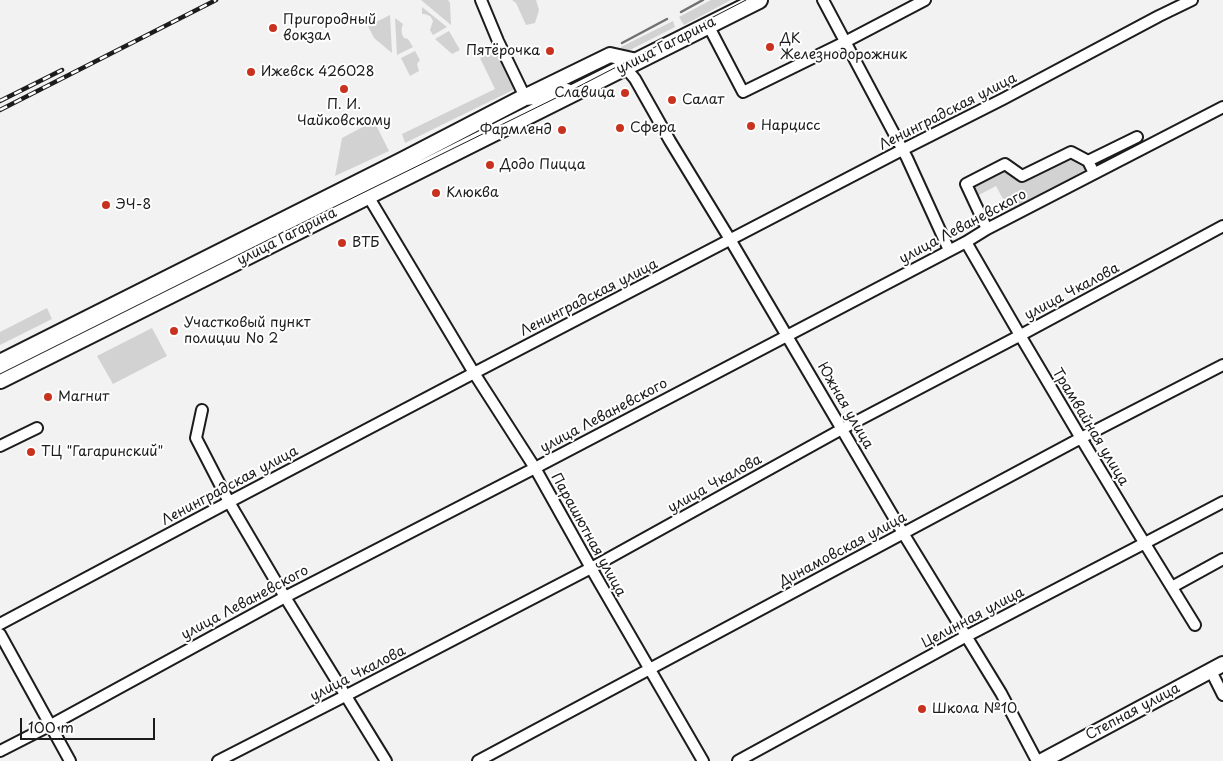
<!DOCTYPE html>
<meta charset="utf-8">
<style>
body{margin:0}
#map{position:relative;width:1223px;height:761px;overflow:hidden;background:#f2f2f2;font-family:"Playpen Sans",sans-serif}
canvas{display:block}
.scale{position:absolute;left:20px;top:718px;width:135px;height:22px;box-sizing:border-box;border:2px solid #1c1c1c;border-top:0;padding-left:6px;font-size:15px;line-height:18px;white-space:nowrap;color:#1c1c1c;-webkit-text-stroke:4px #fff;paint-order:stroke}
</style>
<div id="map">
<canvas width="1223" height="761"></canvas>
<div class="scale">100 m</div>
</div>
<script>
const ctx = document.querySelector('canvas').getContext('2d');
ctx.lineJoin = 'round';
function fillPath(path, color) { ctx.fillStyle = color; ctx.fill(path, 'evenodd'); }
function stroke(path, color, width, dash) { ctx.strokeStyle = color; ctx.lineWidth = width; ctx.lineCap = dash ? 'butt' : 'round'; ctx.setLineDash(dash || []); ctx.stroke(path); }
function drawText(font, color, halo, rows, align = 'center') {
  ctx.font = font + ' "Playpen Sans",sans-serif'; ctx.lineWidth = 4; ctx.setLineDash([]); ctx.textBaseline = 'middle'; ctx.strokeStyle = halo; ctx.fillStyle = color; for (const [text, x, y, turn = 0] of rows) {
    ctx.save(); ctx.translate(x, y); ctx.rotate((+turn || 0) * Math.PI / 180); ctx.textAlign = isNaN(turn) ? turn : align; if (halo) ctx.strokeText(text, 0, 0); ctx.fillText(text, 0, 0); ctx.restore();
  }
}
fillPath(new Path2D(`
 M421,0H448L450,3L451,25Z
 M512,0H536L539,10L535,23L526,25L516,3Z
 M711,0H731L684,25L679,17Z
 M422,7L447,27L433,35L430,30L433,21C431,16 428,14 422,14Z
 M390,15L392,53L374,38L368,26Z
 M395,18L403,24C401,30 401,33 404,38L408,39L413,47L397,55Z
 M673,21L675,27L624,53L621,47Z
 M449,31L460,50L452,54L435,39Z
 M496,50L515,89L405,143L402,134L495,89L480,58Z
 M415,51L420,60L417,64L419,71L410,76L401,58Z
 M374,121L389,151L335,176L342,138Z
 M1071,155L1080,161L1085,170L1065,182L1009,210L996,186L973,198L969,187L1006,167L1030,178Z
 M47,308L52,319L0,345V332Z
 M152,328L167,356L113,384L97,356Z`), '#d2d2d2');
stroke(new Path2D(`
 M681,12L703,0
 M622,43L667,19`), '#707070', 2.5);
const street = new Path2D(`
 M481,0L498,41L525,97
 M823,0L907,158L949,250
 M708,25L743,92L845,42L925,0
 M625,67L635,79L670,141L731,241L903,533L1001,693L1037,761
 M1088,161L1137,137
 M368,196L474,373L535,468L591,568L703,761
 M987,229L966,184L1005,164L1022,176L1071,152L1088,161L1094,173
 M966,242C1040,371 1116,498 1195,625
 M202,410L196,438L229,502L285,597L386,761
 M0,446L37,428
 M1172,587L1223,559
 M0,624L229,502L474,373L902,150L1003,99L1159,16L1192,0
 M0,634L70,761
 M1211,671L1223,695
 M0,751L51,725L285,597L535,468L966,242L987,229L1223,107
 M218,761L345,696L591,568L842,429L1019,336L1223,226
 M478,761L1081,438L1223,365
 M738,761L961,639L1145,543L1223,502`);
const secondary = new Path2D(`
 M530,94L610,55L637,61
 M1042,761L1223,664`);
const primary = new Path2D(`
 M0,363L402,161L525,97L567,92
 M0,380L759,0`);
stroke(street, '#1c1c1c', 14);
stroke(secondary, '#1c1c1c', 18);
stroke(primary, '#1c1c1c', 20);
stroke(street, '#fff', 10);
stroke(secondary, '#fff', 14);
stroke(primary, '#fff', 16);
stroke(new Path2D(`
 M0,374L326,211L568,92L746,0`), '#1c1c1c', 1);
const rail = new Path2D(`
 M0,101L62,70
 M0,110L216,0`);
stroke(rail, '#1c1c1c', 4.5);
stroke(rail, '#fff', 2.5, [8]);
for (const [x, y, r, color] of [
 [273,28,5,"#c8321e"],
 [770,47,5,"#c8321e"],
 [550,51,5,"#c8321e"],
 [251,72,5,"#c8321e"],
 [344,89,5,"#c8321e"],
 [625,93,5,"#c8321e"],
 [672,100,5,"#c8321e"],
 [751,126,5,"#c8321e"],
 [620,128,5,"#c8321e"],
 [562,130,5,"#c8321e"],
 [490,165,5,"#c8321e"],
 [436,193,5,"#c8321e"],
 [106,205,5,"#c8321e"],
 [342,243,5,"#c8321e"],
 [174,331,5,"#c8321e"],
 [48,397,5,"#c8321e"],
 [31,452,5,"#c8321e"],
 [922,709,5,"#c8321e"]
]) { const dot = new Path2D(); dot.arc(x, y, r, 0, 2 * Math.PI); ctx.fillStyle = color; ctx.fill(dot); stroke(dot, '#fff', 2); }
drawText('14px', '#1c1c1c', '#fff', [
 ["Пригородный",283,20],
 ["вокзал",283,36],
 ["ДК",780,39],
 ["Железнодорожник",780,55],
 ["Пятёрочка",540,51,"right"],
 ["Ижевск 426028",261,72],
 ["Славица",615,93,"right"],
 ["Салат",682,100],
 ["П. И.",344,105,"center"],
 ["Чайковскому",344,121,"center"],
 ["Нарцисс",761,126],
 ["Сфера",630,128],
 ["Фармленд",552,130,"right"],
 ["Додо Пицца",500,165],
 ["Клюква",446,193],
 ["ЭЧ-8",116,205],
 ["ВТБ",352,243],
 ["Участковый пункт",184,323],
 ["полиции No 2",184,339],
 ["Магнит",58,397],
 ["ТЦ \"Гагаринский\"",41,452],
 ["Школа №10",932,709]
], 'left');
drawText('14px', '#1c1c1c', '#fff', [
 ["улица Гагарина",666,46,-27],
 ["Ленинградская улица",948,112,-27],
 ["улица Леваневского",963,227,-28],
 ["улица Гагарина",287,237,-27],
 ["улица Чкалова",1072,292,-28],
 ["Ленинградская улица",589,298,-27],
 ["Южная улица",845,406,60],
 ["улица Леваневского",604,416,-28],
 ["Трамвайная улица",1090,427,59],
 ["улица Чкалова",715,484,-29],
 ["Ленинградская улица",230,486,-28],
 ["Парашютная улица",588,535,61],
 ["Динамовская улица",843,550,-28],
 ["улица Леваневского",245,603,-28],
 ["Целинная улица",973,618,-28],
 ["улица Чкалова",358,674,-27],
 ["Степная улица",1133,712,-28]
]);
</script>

..............................

• [PROBLEM DETAILS]: Look above for the line with "const ctx = document.querySelector('canvas').getContext('2d');" and the line with "function fillPath(path, color)", and reproduce exactly those two lines plus every line between, nothing more.

• [TASK SOLUTION]:
const ctx = document.querySelector('canvas').getContext('2d');
ctx.lineJoin = 'round';
function fillPath(path, color) { ctx.fillStyle = color; ctx.fill(path, 'evenodd'); }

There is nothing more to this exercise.